Ellipsometer, surface-tension, and contact-potential measurements were made simultaneously at and below monolayer coverage (θ = 1 to 0.05) on a clean mercury surface at room temperature. It has been demonstrated with molecules of known dimensions (caproic, lauric, stearic, behenic, and adamantane-carboxylic acids, and α bromonaphthalene and pentane) that the classical Drude equation for the relationship between the phase shift ( $\overline{\mathrm{\Delta }}$ − Δ) of reflected polarized light and the average effective film thickness d is valid below monolayer coverage. This is so even though the Drude equation was derived for thick films that are considered to be a continuum with index and density independent of thickness. The equation for the three-dimensional model is $\overline{\mathrm{\Delta }}$ − Δ = αd, where for less than monolayer coverage d is the hypothetical thickness the film would have if it were a continuum with index and density independent of d.

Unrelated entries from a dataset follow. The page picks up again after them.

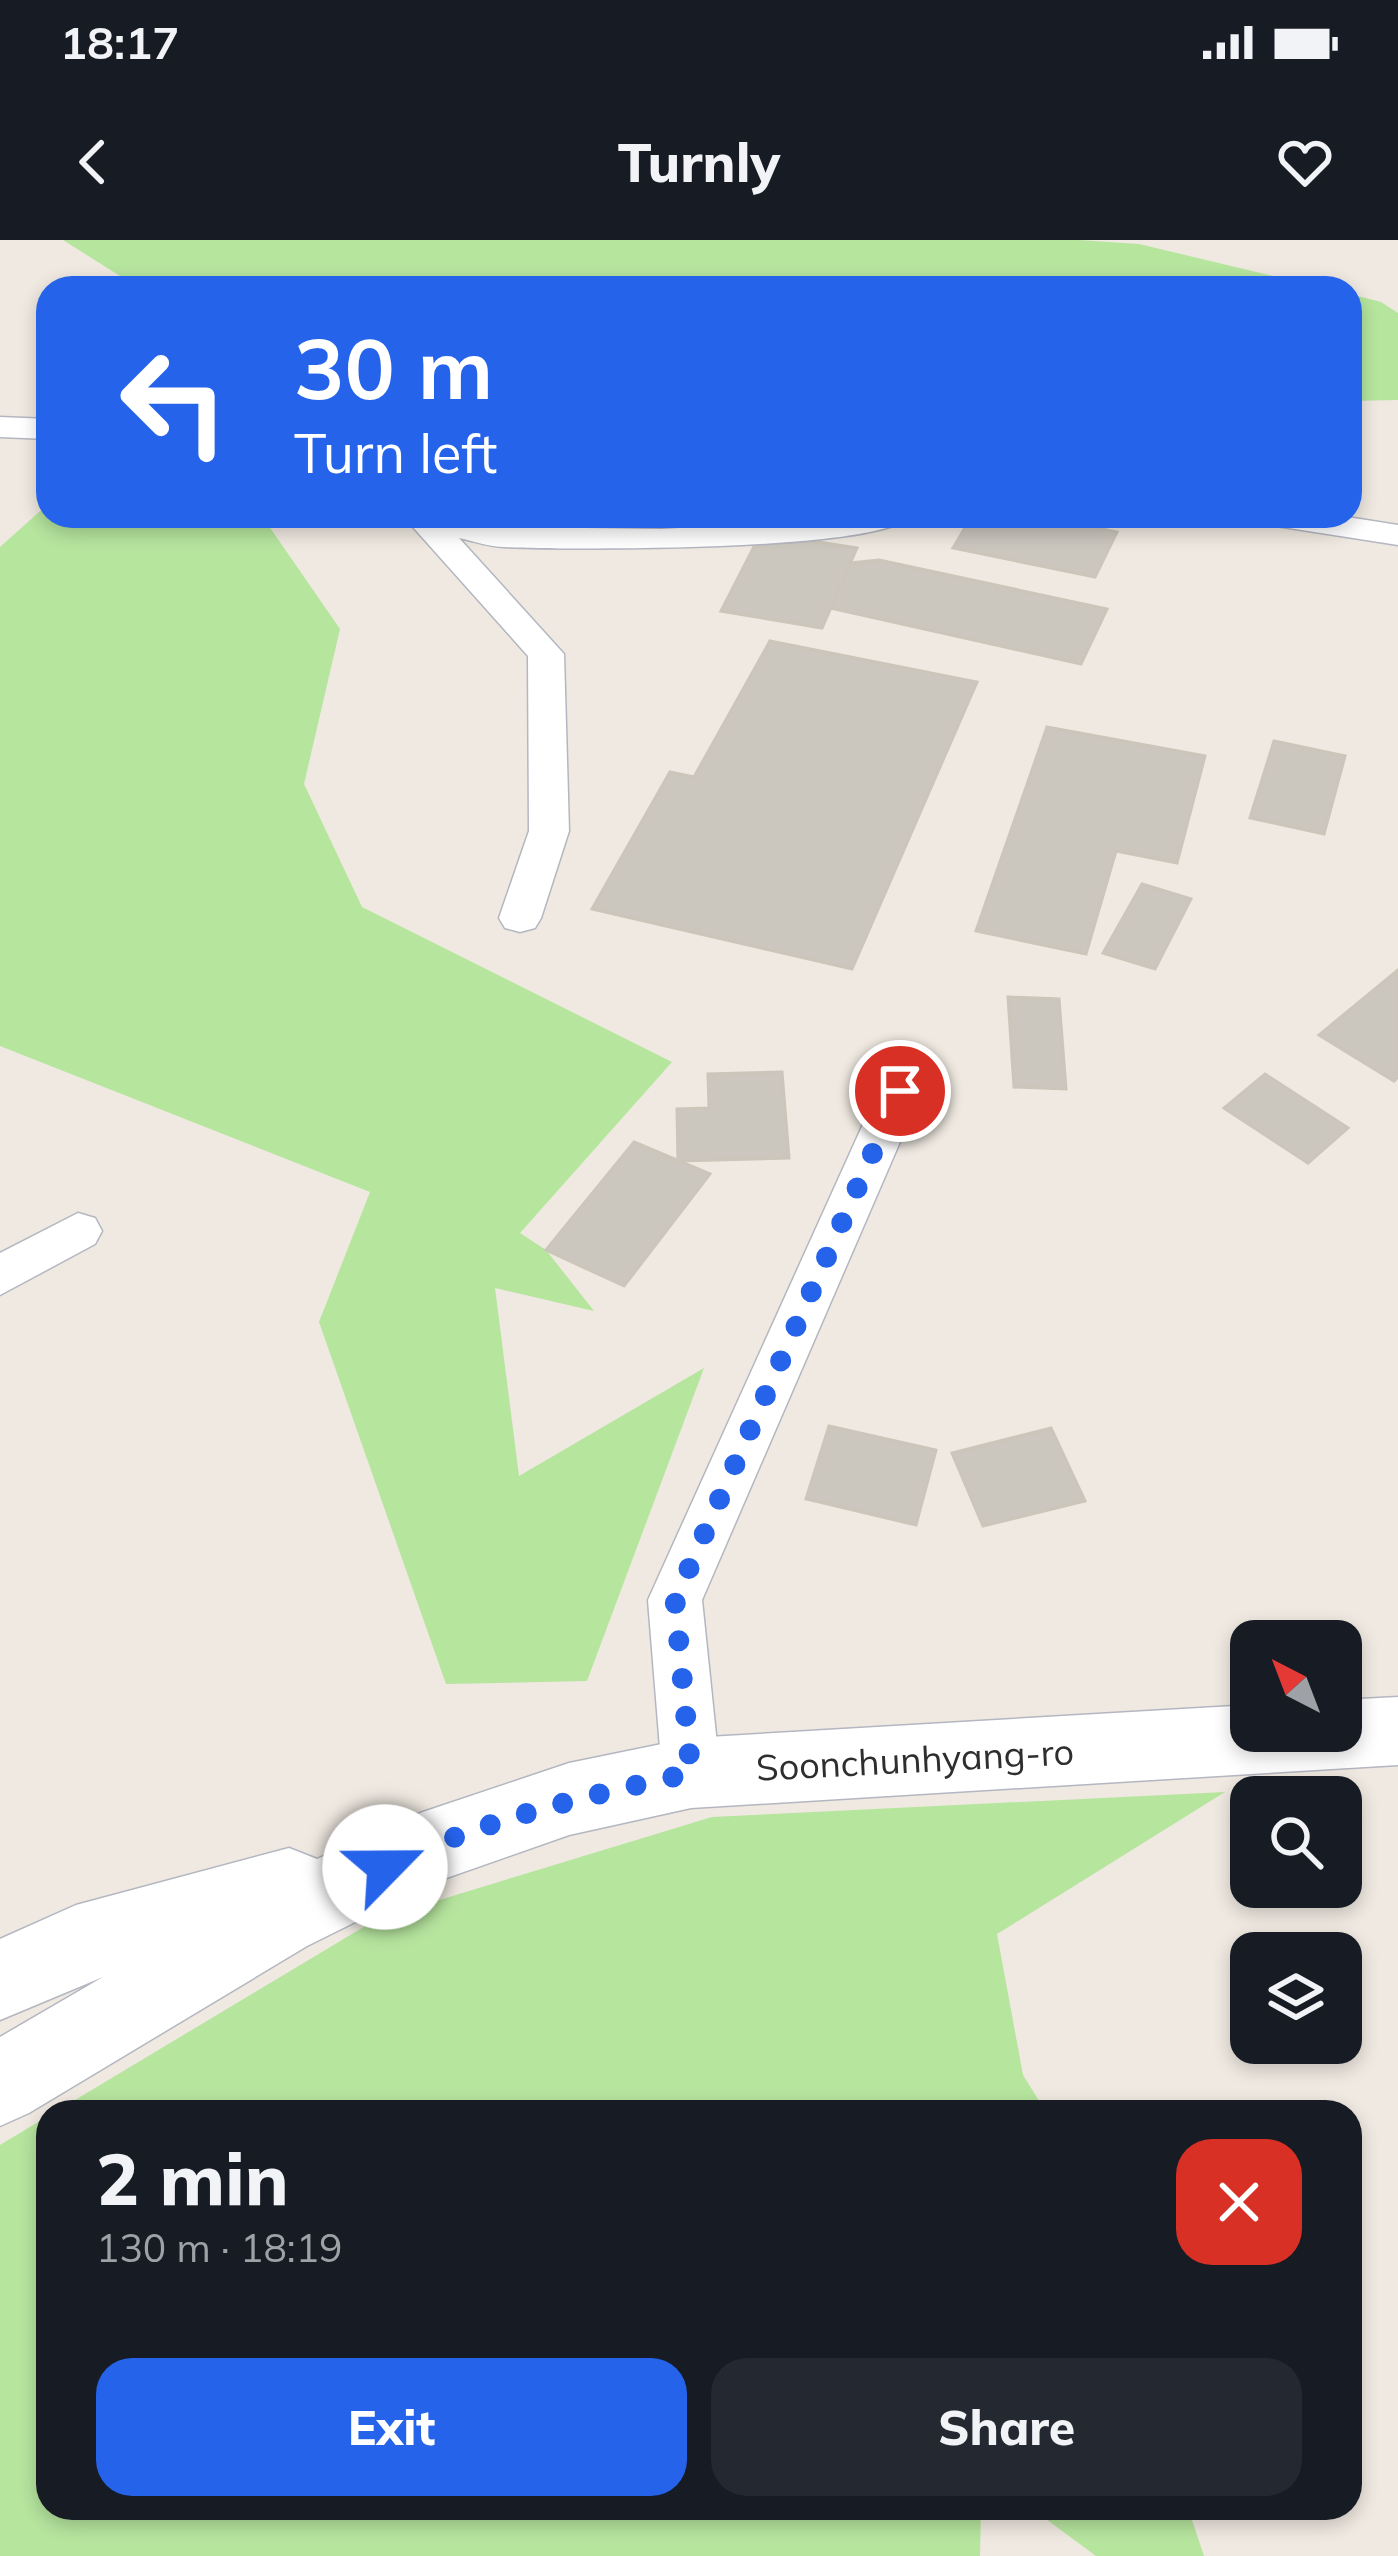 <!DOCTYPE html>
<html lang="en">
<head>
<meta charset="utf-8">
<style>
	:root { --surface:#171b24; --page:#242831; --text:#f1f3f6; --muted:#9ea1a6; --accent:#2563eb }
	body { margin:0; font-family:Mulish,sans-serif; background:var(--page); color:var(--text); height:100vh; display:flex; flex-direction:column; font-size:45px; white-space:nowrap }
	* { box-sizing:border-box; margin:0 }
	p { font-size:39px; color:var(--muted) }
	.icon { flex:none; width:66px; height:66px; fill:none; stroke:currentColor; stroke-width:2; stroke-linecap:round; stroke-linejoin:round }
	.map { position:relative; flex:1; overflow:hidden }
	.side { position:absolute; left:36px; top:1860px; width:1326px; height:420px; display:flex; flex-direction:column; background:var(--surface); border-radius:36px; box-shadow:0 6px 18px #0003 }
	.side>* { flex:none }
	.banner { position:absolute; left:36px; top:36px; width:1326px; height:252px; border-radius:36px; box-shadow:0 6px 18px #0003; background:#2563eb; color:#fff; overflow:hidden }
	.needle { width:78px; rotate:318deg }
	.controls { position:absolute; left:1230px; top:1380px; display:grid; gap:24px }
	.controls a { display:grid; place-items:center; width:132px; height:132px; border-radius:24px; background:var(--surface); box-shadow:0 6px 18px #0003; font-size:60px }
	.pin { position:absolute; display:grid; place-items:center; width:102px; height:102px; color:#fff; margin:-51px; border:6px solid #fff; border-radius:50%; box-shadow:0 3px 12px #0007 }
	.me { position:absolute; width:132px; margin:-66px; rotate:67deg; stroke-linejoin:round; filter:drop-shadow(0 0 9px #0008) }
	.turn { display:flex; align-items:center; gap:42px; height:252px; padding:0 60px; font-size:54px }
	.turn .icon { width:156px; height:156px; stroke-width:2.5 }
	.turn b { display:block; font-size:84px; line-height:102px }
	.round { display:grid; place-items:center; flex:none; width:126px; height:126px; border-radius:36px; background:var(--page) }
	.head { display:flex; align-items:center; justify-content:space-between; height:204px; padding:0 60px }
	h1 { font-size:72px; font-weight:800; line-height:90px }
	.primary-button { display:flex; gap:24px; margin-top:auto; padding:24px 60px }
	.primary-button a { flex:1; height:138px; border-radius:36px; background:var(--accent); color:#fff; font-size:48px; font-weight:800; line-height:138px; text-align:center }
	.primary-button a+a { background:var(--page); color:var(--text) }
	.status { display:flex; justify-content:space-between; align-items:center; height:84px; padding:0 60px; background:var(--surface); direction:ltr }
	.status svg { height:33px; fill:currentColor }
	header { display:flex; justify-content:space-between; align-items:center; height:156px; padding:0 60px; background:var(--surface); font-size:54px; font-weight:800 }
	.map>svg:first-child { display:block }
</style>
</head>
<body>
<div class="status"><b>18:17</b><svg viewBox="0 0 49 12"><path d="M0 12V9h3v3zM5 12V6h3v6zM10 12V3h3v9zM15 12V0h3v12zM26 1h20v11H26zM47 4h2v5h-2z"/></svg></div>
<header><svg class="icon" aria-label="back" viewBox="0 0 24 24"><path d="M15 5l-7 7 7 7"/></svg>Turnly<svg class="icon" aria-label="heart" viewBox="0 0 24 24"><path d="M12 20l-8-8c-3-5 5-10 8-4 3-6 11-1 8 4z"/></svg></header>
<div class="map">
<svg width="1398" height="2316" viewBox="0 0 1398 2316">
	<rect width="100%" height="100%" fill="#efe9e1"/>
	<!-- green -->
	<g fill="#b6e59e">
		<path d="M63 0H1079L1139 4 1324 48H139Z"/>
		<path d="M1350 54 1381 62 1398 73V160L1350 161Z"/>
		<path d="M48 264V276L264 279 340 389 304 544 362 667 672 822 520 993 546 1010 594 1071 495 1048 519 1236 704 1128 587 1441 446 1444 319 1082 370 952 0 806V307Z"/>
		<path d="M1225 1552 997 1694 1023 1835 1046 1872H55L377 1679 712 1577Z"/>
		<path d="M48 1876V2268H981L980 2316H0V1905Z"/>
		<path d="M1031 2268H1188L1204 2316H1096Z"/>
	</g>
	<!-- building -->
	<g fill="#cbc7bf" stroke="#cbc5ba" stroke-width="3">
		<path d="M972 276H1039L1117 292 1095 337 953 308Z"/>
		<path d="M761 293 857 308 822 388 721 371Z"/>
		<path d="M879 320 1107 369 1081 424 830 368 851 323Z"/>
		<path d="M770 401 977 442 852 729 592 669 670 532 694 537Z"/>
		<path d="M1047 487 1205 516 1177 623 1116 611 1086 714 976 691Z"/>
		<path d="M1274 501 1345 516 1324 594 1250 578Z"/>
		<path d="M1142 644 1191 659 1155 729 1103 713Z"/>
		<path d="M1398 730V837L1394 841 1319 795Z"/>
		<path d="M1008 757 1059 759 1066 849 1014 847Z"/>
		<path d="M782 832 789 918 678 921 677 869 709 868 708 834Z"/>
		<path d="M1265 834 1348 888 1308 923 1224 868Z"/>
		<path d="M634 902 710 934 624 1046 546 1010Z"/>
		<path d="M829 1186 936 1210 916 1285 806 1259Z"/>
		<path d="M1051 1188 1085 1261 983 1286 952 1213Z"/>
	</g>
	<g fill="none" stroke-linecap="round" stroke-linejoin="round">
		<defs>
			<g id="street">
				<path d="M0 177 48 179V199L0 197Z"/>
				<path d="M396 276H454L498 287 661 289 910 276C882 312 563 310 504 307 489 307 474 301 459 298L564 414 569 591 541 678 535 688 520 692 505 688 499 678 529 591 528 416 412 286Z"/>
				<path d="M1259 276H1341L1398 285V305L1276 286Z"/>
				<path d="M900 835 916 840 922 851 702 1360 720 1533 712 1552 691 1560 670 1552 662 1533 648 1360 878 851 884 840Z"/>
				<path d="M78 973 95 978 102 991 95 1004 0 1055V1013Z"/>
			</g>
			<path id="secondary" d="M1398 1457V1525L691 1568 569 1595 438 1641 307 1706 29 1873 0 1886V1797L103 1737 0 1780V1699L76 1665 289 1608 317 1619 420 1573 569 1523 691 1498 1251 1465V1491H1341V1460Z"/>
		</defs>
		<!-- street casing -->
		<use href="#street" stroke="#b4b7c1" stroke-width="3"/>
		<!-- secondary casing -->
		<use href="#secondary" stroke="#b4b7c1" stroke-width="3"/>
		<!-- street -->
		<use href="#street" fill="#fff" fill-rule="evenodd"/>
		<!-- secondary -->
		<use href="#secondary" fill="#fff" fill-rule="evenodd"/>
	</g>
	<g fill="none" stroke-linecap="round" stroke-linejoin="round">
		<!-- route -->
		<path stroke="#2563eb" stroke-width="21" stroke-dasharray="0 37.8" d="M385 1627C482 1580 586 1556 691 1533L675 1360 900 851"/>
	</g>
	<g text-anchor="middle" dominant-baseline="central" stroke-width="9" stroke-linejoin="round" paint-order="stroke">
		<!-- street labels -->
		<g font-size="36" fill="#2e2e2e" stroke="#fff">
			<text transform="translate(915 1519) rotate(-3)">Soonchunhyang-ro</text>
		</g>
	</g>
</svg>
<div class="controls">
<a><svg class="needle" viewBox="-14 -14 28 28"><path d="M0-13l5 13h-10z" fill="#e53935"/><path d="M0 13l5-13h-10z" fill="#9ea1a6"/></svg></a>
<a><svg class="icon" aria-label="search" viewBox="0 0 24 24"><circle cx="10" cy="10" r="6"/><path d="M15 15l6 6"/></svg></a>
<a><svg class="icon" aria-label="layers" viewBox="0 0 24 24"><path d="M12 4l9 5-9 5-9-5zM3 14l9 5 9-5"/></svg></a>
</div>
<div class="pin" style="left:900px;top:851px;background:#d93025"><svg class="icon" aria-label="arrive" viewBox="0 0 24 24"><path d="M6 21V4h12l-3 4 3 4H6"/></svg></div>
<svg class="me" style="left:385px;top:1627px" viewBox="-20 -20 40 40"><circle r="19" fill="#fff"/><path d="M0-13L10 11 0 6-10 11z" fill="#2563eb"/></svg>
<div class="banner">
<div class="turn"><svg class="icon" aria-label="left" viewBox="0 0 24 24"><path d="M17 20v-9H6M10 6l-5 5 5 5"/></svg><div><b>30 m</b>Turn left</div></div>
</div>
<section class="side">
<div class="head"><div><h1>2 min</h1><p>130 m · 18:19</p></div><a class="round" style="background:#d93025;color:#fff"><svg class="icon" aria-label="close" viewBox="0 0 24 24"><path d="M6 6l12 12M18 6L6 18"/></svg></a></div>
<div class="primary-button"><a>Exit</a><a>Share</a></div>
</section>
</div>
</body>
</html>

The equation for the 3-D model remains valid below monolayer coverage, where the continuum property is not approximated, because the 2-D model gives essentially the same equation $\overline{\mathrm{\Delta }}$ − Δ = αd₀θ. In the 2-D model, the molecules are contained between the substrate surface and a plane d₀Å above the surface, where d₀ is the molecular diameter. The phase shift ( $\overline{\mathrm{\Delta }}$ − Δ) decreases as the fraction of the surface covered (θ) decreases because the index of refraction is a function of the surface density. Values of α, calculated with the bulk-liquid index of refraction (sodium D line) and the first-order Drude relation (for films with only a real part of the refractive index) can be used to calculate d (0.05d₀ to d₀) or θ (0.05 to 1) within a few percent with the equations above. The same values are obtained if the relationship between α and the film index (based on the 2-D model) is used to calculate α. The ellipsometer measurements indicate changes of orientation of the molecules on the surface. A technique is described for automatically recording ellipsometer measurements for very thin films (0–30 Å).